The Settlement is a great point, just at this critical moment, when we have a war on hand, which might have become formidable, if it had been left open. It is to me a great triumph. When I arrived here, it was dangerous to wisper 49, and I was thought to have taken a hazardous step in asserting, that Mr Polk had not disgraced the country in offering it. Now a treaty is made on it with nearly the unanimous voice of the Country. I would have had an equal triumph on the Mexican question, now the Oregon is settled, had an opportunity been afforded to discuss it. As it is, I have been forced to take a stand, which for the time has weakened me with mere partisans, but strengthened me with the patriotick and reflecting. I shall wait patiently for a fair opportunity of presenting my views fully in relation to it, and have no fear of regaining more than has been temporarily lost.

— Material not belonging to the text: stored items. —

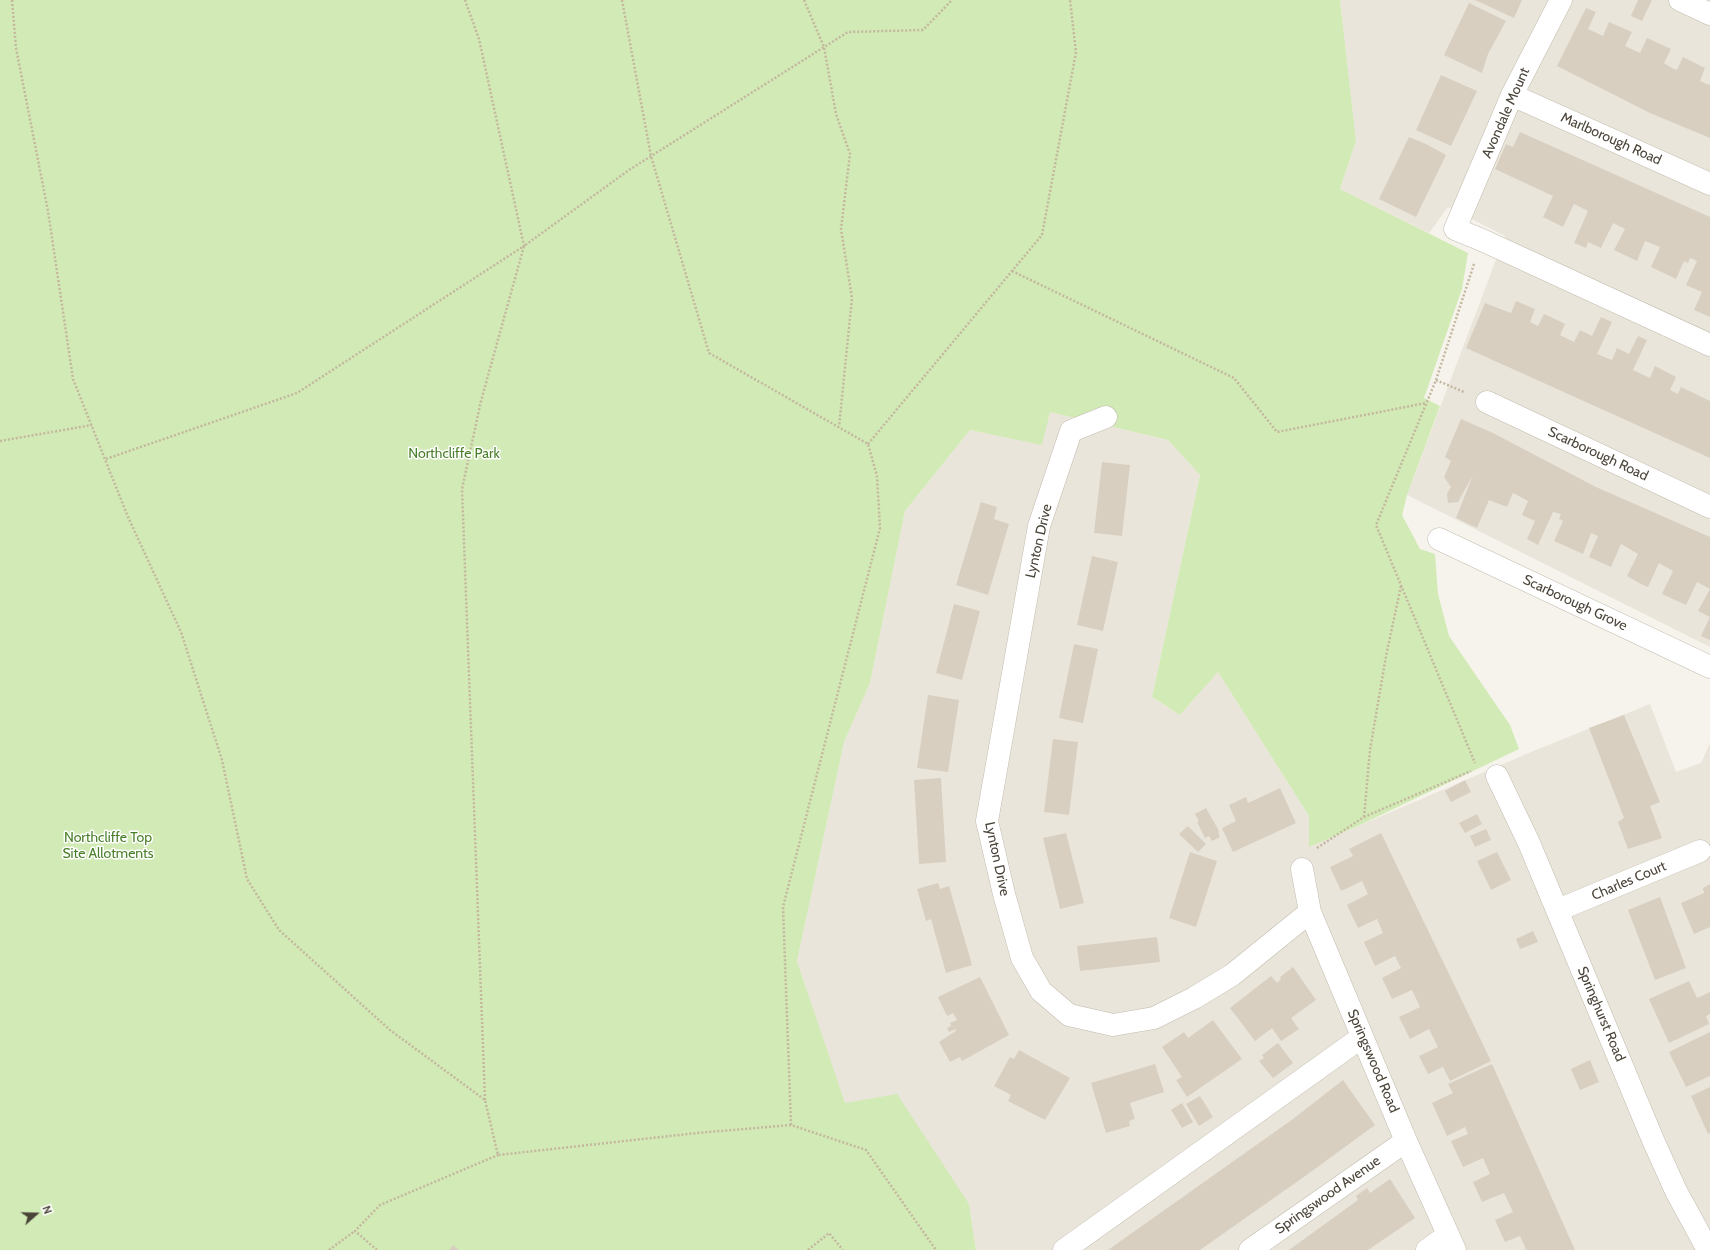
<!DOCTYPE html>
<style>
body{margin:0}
#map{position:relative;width:1710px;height:1250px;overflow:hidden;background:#f6f3ec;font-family:Cabin,sans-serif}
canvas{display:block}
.north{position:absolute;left:16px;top:1194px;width:40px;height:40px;-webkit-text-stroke:3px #fff;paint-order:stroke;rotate:70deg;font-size:11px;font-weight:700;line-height:16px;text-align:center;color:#4b4439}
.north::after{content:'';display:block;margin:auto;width:14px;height:18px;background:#4b4439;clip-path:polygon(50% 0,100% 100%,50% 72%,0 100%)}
</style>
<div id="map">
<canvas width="1710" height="1250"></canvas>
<div class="north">N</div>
</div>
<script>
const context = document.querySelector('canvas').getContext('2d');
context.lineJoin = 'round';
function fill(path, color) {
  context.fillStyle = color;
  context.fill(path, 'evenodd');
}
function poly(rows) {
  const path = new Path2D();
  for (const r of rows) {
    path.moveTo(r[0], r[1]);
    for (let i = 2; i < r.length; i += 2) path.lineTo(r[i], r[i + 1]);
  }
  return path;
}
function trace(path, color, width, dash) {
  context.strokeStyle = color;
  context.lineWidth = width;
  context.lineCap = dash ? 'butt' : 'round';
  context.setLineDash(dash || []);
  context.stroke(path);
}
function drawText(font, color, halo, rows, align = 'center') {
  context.font = font + ' Cabin,sans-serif';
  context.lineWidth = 3;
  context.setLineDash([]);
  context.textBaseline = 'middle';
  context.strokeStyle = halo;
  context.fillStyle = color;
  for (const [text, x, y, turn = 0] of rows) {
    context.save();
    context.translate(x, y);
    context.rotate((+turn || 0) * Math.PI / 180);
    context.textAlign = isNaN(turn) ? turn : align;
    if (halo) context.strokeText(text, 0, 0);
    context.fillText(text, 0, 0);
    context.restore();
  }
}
fill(poly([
 [1340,0,1710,0,1710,647,1407,495,1505,236,1448,207,1429,233,1340,189,1356,141],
 [1050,412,1168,440,1200,475,1152,697,1180,715,1218,672,1309,816,1309,847,1531,752,1650,704,1676,772,1701,763,1710,743,1710,1250,976,1250,969,1204,845,1104,797,961,844,742,870,683,905,511,970,430,1041,444]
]), '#eae5da');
fill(poly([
 [0,0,1340,0,1356,141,1340,189,1468,253,1462,289,1424,398,1440,406,1407,495,1402,515,1420,549,1435,554,1438,594,1449,636,1510,725,1519,749,1358,826,1309,847,1309,816,1218,672,1180,715,1152,697,1200,475,1168,440,1050,412,1042,445,970,430,905,511,870,683,844,742,797,961,845,1103,897,1094,969,1204,976,1250,0,1250]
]), '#d2eab5');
fill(poly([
 [1475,0,1522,0,1514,18],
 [1638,0,1652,0,1642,21,1631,16],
 [1469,3,1506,21,1488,54,1482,73,1444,55],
 [1586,8,1596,12,1588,29,1603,36,1609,22,1632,32,1625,46,1640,53,1647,38,1671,49,1664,63,1672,68,1677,70,1683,57,1705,68,1700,81,1709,85,1710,83,1710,138,1650,113,1557,66],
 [1441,75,1477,91,1451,146,1416,130],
 [1520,132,1710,217,1710,317,1694,310,1702,292,1686,285,1697,261,1690,258,1688,263,1684,261,1676,279,1651,267,1660,247,1645,241,1637,261,1614,250,1625,229,1613,223,1601,248,1588,242,1586,248,1574,243,1588,211,1574,204,1563,227,1543,217,1553,196,1495,169,1506,144,1513,147],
 [1409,137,1426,144,1446,155,1416,217,1379,199],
 [1516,301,1535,309,1530,322,1538,326,1544,314,1555,319,1565,324,1560,335,1574,342,1580,330,1592,336,1601,317,1612,322,1597,354,1612,360,1617,348,1629,354,1638,336,1647,340,1633,370,1650,378,1655,366,1676,377,1670,390,1678,394,1681,387,1710,401,1710,458,1466,348,1485,303,1511,313],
 [1461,419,1493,433,1596,487,1710,537,1710,617,1698,611,1710,589,1697,582,1686,605,1675,600,1662,594,1673,571,1659,563,1648,587,1639,583,1627,576,1638,554,1621,544,1611,567,1589,557,1598,536,1591,533,1583,554,1554,541,1563,521,1559,519,1561,514,1553,512,1538,545,1527,539,1535,521,1522,515,1528,501,1513,493,1507,507,1489,500,1477,528,1456,518,1473,475,1458,502,1448,503,1447,494,1451,487,1444,477,1451,461,1445,457],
 [1102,462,1130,465,1122,536,1094,533],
 [981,502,997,507,994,519,1009,524,988,595,956,585],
 [1092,556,1118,562,1103,631,1077,625],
 [954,604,980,611,962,680,936,673],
 [1710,617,1710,640,1701,636],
 [1074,644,1098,649,1083,723,1059,718],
 [928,695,959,700,948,772,917,768],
 [1624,715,1660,802,1650,806,1662,838,1628,849,1618,822,1624,818,1589,728],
 [1053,739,1078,742,1069,815,1044,812],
 [941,778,946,862,919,864,914,780],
 [1465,780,1471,792,1451,802,1445,791],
 [1280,788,1296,823,1233,852,1222,828,1236,821,1229,805,1246,797,1248,803],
 [1206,808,1219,831,1218,832,1220,837,1212,841,1209,836,1205,838,1197,822,1199,821,1195,814],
 [1477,814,1482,824,1465,833,1459,823],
 [1188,826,1206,844,1198,852,1179,834],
 [1486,829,1491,840,1475,847,1470,836],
 [1066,833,1084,903,1060,909,1043,838],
 [1381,833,1491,1061,1450,1081,1443,1067,1428,1074,1419,1056,1438,1047,1429,1029,1410,1039,1399,1017,1420,1007,1412,990,1392,999,1382,978,1401,968,1395,956,1375,966,1364,942,1383,933,1377,919,1358,928,1347,905,1368,894,1362,881,1341,891,1330,867,1353,856,1349,849],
 [1190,852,1217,861,1196,927,1169,918],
 [1497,852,1511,880,1491,890,1477,861],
 [938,883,940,889,949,886,972,965,946,973,931,919,926,921,917,889],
 [1710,884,1710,927,1694,934,1681,903,1704,893,1703,888],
 [1660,897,1686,968,1655,980,1628,910],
 [1533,931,1538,942,1520,949,1516,939],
 [1157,937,1160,962,1080,971,1077,946],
 [1293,967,1316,1000,1291,1018,1299,1029,1281,1041,1272,1028,1255,1041,1230,1008,1271,976,1277,983,1281,979,1280,977],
 [980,977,1009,1035,962,1061,960,1057,950,1062,939,1042,956,1031,955,1029,949,1032,947,1028,951,1026,950,1023,957,1020,953,1013,947,1016,938,997],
 [1689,981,1697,998,1710,992,1710,1014,1706,1016,1709,1024,1669,1043,1649,999],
 [1213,1020,1242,1059,1187,1097,1176,1080,1182,1077,1162,1047,1184,1032,1188,1038],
 [1710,1032,1710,1076,1686,1087,1669,1052],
 [1278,1043,1293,1063,1273,1078,1259,1061,1264,1058,1262,1055],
 [1019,1050,1070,1078,1045,1120,1008,1101,1011,1095,994,1086,1010,1057,1014,1059],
 [1590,1060,1599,1082,1580,1090,1571,1069],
 [1155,1064,1164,1092,1130,1103,1135,1119,1129,1121,1130,1126,1106,1133,1091,1083],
 [1492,1064,1575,1250,1523,1250,1526,1249,1520,1236,1505,1242,1495,1220,1513,1212,1504,1193,1482,1202,1473,1182,1490,1174,1483,1158,1463,1167,1451,1141,1468,1134,1465,1127,1447,1136,1432,1103,1453,1093,1448,1084],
 [1343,1080,1375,1125,1308,1174,1200,1250,1108,1250,1293,1119],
 [1710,1087,1710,1133,1708,1134,1691,1096],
 [1200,1096,1213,1117,1199,1126,1186,1104],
 [1182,1103,1193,1122,1182,1128,1171,1110],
 [1390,1179,1415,1218,1368,1250,1289,1250,1358,1200,1356,1196,1367,1188,1370,1193],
 [453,1245,459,1250,449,1250]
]), '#d8cfc1');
const minor = poly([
 [1561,0,1512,95,1455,229,1482,240,1710,345],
 [1680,0,1710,14],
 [1512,95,1710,184],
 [1487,402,1710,507],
 [1106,417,1071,431,1039,526,987,821,1004,894,1022,958,1041,991,1069,1015,1113,1025,1154,1018,1194,998,1232,975,1310,912],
 [1439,539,1710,667],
 [1497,776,1529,843,1653,1140,1676,1191,1708,1250],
 [1302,869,1310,912,1406,1141,1455,1250],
 [1558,910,1700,851],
 [1064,1250,1362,1037],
 [1250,1250,1406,1141],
 [1427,1250,1448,1235]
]);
trace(minor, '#c2bbae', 23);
trace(poly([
 [12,0,16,48,48,211,73,379,128,517,181,632,222,760,247,879,279,930,390,1030,485,1100,498,1155,697,1133,791,1125,866,1150,936,1250],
 [622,0,651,156,709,353,868,444,877,476,880,528,783,907,791,1125],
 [804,0,824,47,836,114,850,154,841,229,852,298,839,427],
 [1474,264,1436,380,1376,525,1475,763],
 [1012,271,1234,378,1277,432,1426,403],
 [1436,380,1464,392],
 [0,441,92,425],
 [868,444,1042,235,1076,52,1070,0],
 [106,459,297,393,524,246,479,39,465,0],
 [1364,817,1370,750,1386,656,1401,586],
 [1317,848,1364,817,1471,771],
 [485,1100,462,489,481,401,524,246,629,170,848,32,923,30,952,0],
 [329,1250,355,1231],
 [377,1250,355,1231,380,1205,498,1155],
 [808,1250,829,1233,843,1250]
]), '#c4b79f', 2.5, [2, 2]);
trace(minor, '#fff', 22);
drawText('14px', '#4b4439', '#fff', [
 ["Avondale Mount",1506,113,-66],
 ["Marlborough Road",1611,139,24],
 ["Scarborough Road",1598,454,25],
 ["Lynton Drive",1039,541,-77],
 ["Scarborough Grove",1575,603,25],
 ["Lynton Drive",997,859,78],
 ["Charles Court",1629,881,-23],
 ["Springhurst Road",1601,1014,67],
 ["Springswood Road",1373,1061,67],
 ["Springswood Avenue",1328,1195,-35]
]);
drawText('14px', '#4a7f2a', '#fff', [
 ["Northcliffe Park",454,454],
 ["Northcliffe Top",108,838],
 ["Site Allotments",108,854]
]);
</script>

The war has opened with brilliant victories on our side and I trust, may soon be brought to a close. I give it a quiet, but decided support, as much as I regret the occurrence.
I have just finished the rough draft of a report on the navigation of the Miss , and hope to present my report on the Memphis memorial, of which it forms a part, in 8 or 10 days.
I write Anna by this opportunity, as well as yourself, and you must excuse me, in adding no more.
- Annual Report of the American Historical Association for the Year 1899, Calhoun Correspondence.